§ **Work to be completed**: Go through the material below and please tally the lines that hold the word "data"; the number alone is the answer.

§ **Records for this task**:
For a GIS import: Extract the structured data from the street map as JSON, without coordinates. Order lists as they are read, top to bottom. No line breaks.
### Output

==

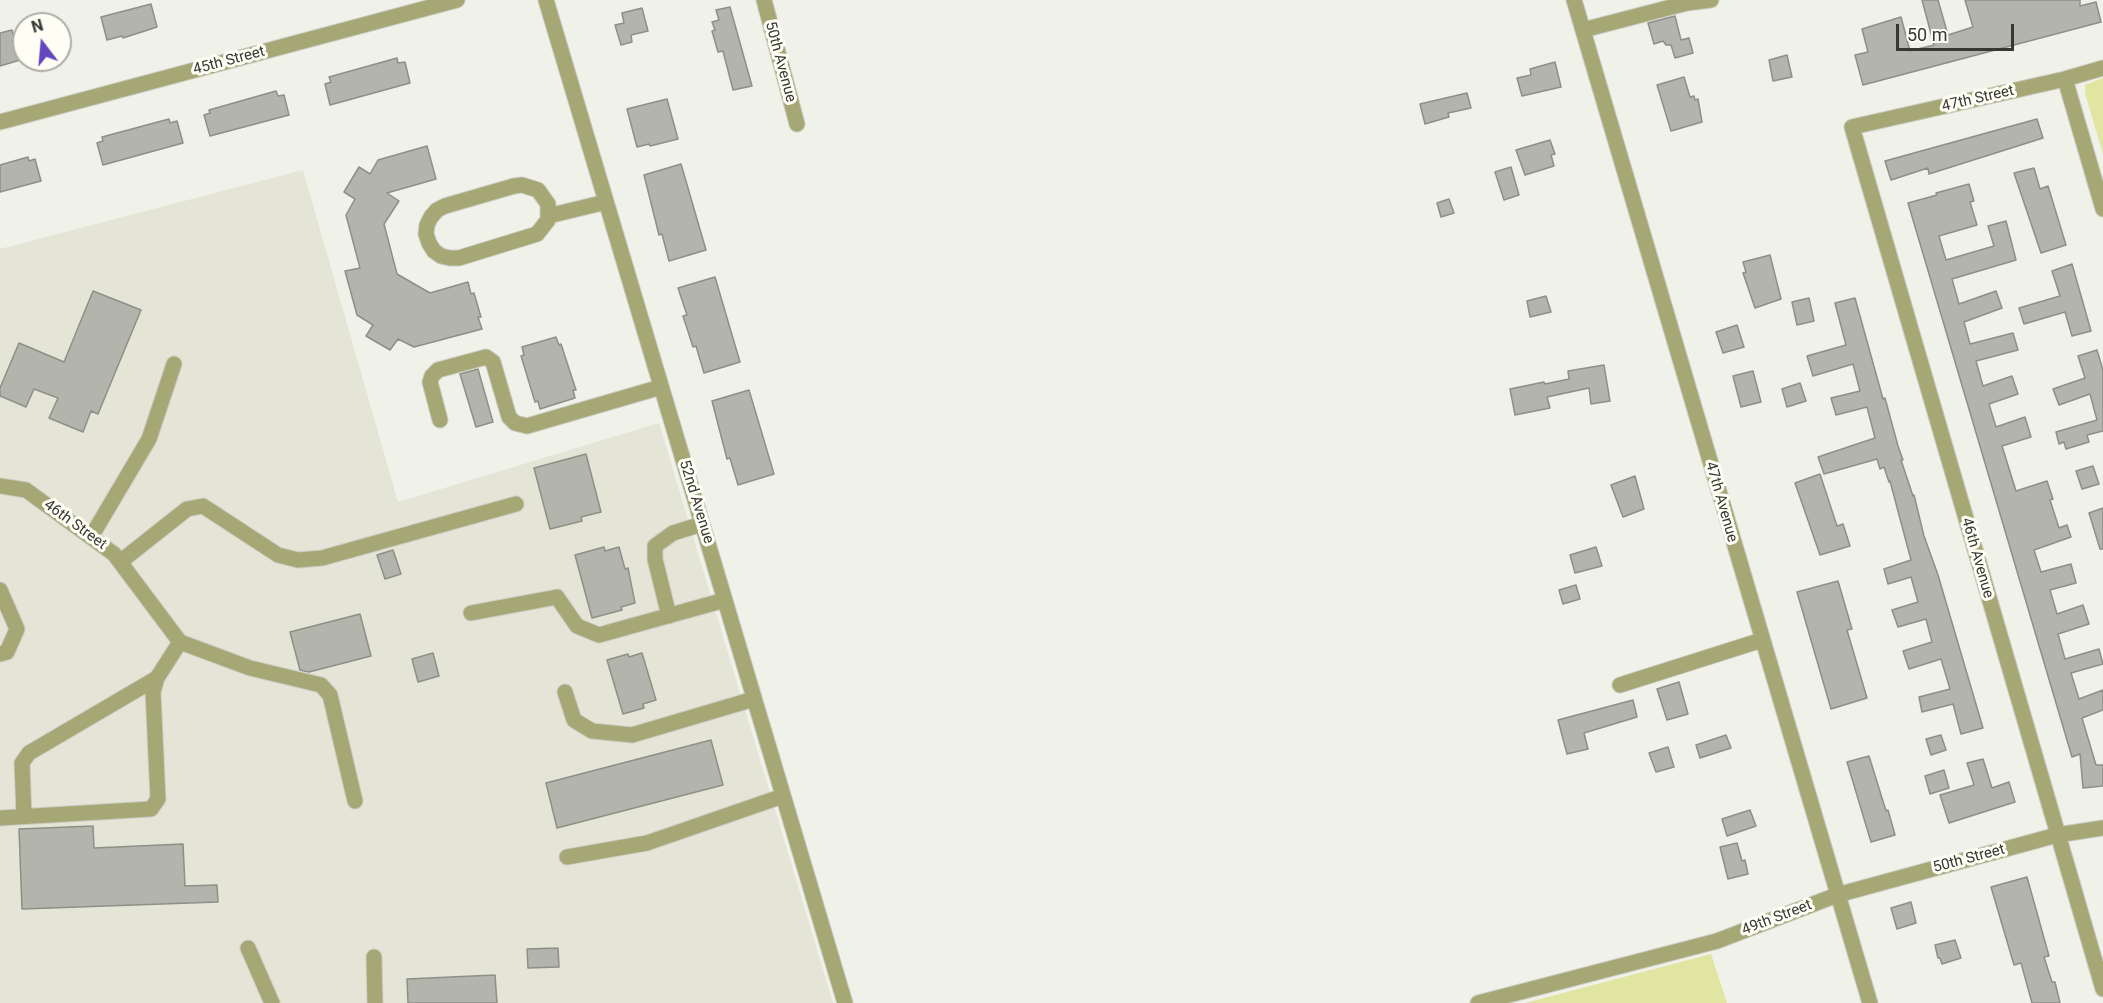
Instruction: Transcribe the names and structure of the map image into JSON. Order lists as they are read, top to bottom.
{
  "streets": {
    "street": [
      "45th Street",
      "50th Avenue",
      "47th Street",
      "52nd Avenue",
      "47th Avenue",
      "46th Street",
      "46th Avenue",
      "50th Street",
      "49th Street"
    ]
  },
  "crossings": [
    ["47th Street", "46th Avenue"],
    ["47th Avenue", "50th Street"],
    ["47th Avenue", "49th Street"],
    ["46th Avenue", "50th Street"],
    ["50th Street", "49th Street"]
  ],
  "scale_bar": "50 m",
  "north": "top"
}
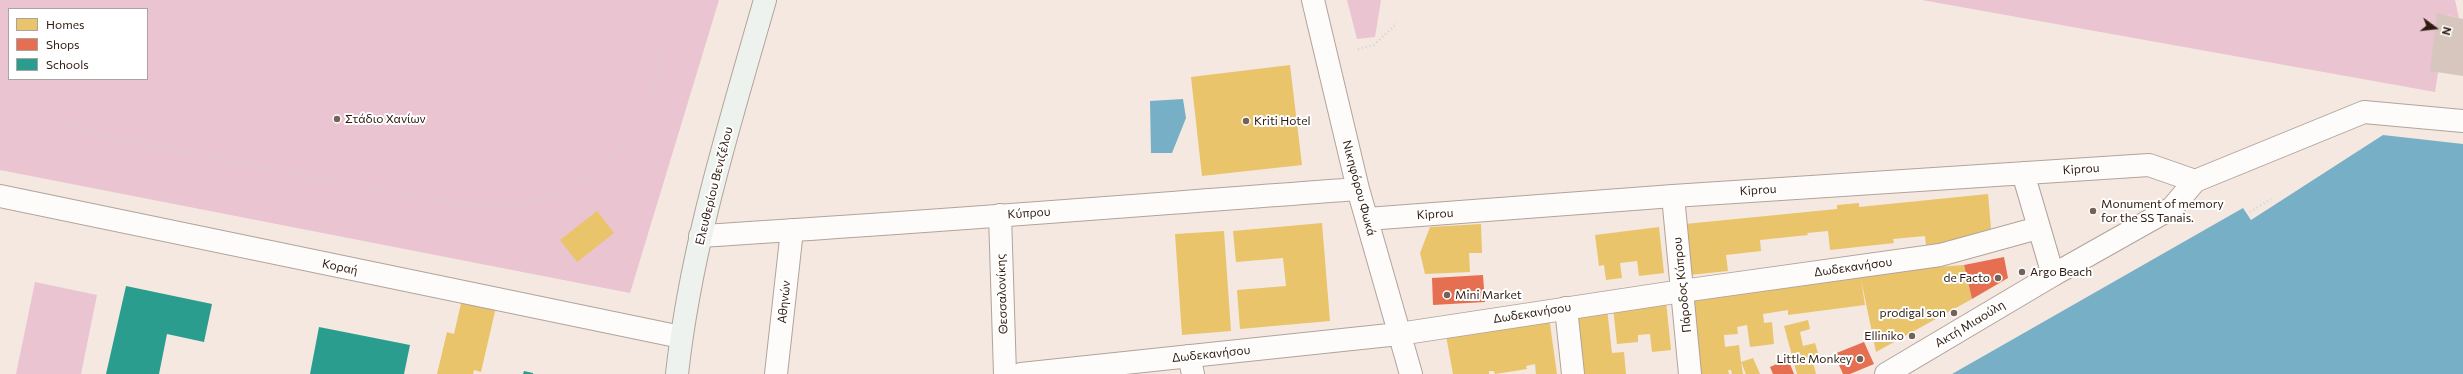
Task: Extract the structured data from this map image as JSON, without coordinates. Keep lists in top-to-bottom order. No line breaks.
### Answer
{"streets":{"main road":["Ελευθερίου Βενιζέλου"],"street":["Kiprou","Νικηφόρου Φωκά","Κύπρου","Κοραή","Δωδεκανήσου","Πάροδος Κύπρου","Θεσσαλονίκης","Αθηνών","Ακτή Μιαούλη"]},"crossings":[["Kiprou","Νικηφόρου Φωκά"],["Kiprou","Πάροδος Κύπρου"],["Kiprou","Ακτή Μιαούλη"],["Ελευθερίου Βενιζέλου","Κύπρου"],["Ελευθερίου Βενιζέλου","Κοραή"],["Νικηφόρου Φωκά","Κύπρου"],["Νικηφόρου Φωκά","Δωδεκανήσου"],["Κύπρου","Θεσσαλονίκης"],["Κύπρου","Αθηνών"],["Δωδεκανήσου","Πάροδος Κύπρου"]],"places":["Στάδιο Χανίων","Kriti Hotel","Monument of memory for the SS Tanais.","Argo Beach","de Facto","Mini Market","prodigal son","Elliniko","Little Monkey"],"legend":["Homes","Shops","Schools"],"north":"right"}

* * *

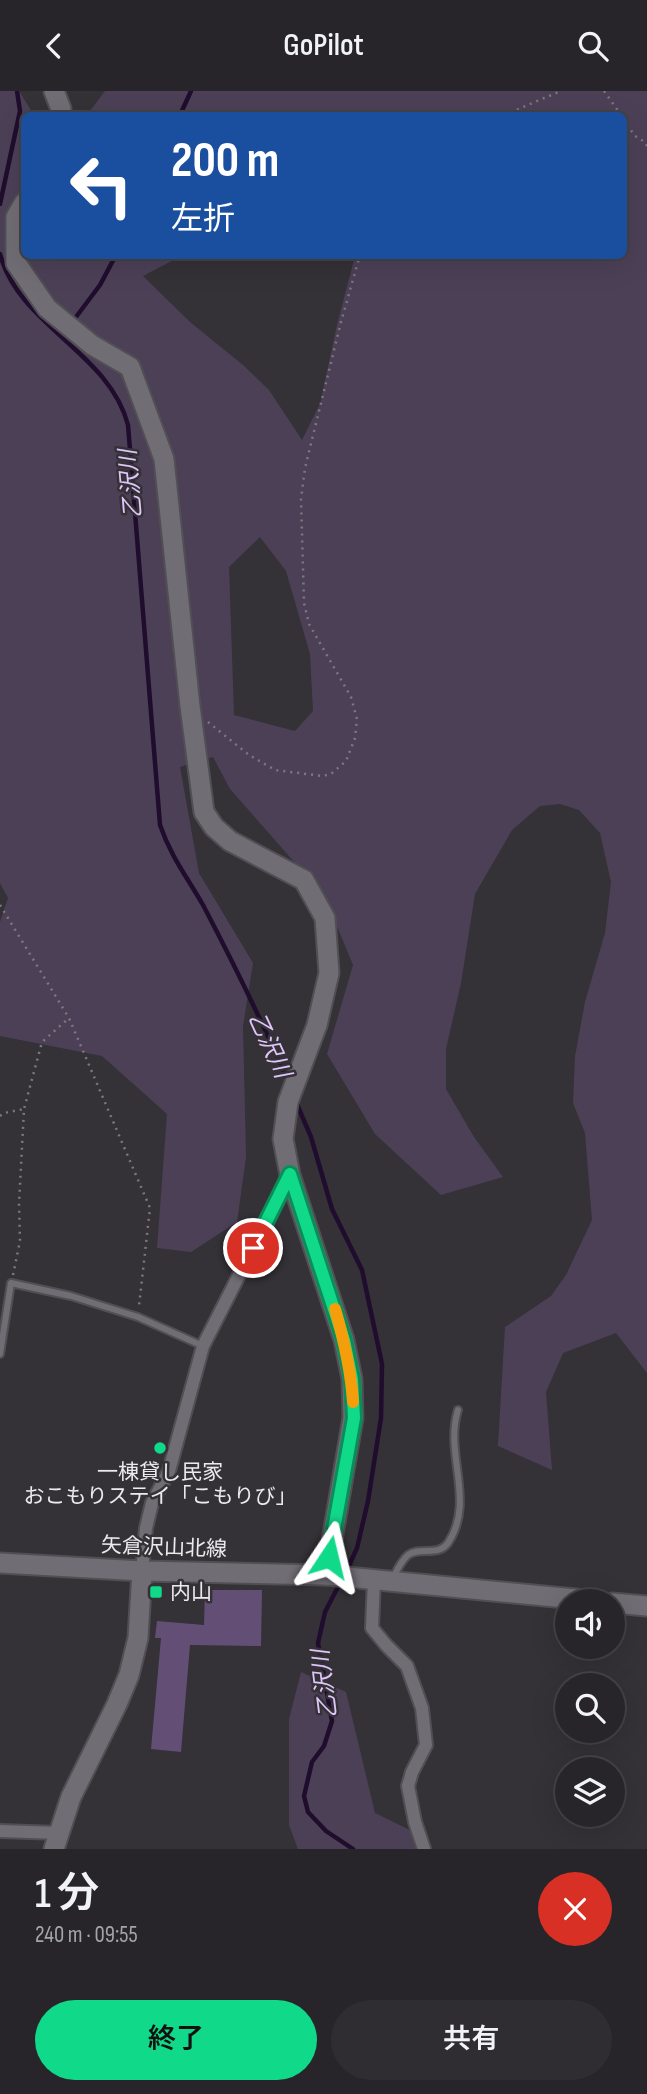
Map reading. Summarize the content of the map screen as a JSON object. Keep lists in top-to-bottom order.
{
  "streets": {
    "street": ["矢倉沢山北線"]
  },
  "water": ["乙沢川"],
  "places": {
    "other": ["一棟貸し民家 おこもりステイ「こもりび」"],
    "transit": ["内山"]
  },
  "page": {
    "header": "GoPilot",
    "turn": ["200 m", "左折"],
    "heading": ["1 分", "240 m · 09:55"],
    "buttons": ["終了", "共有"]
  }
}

§ **Answer section**: 2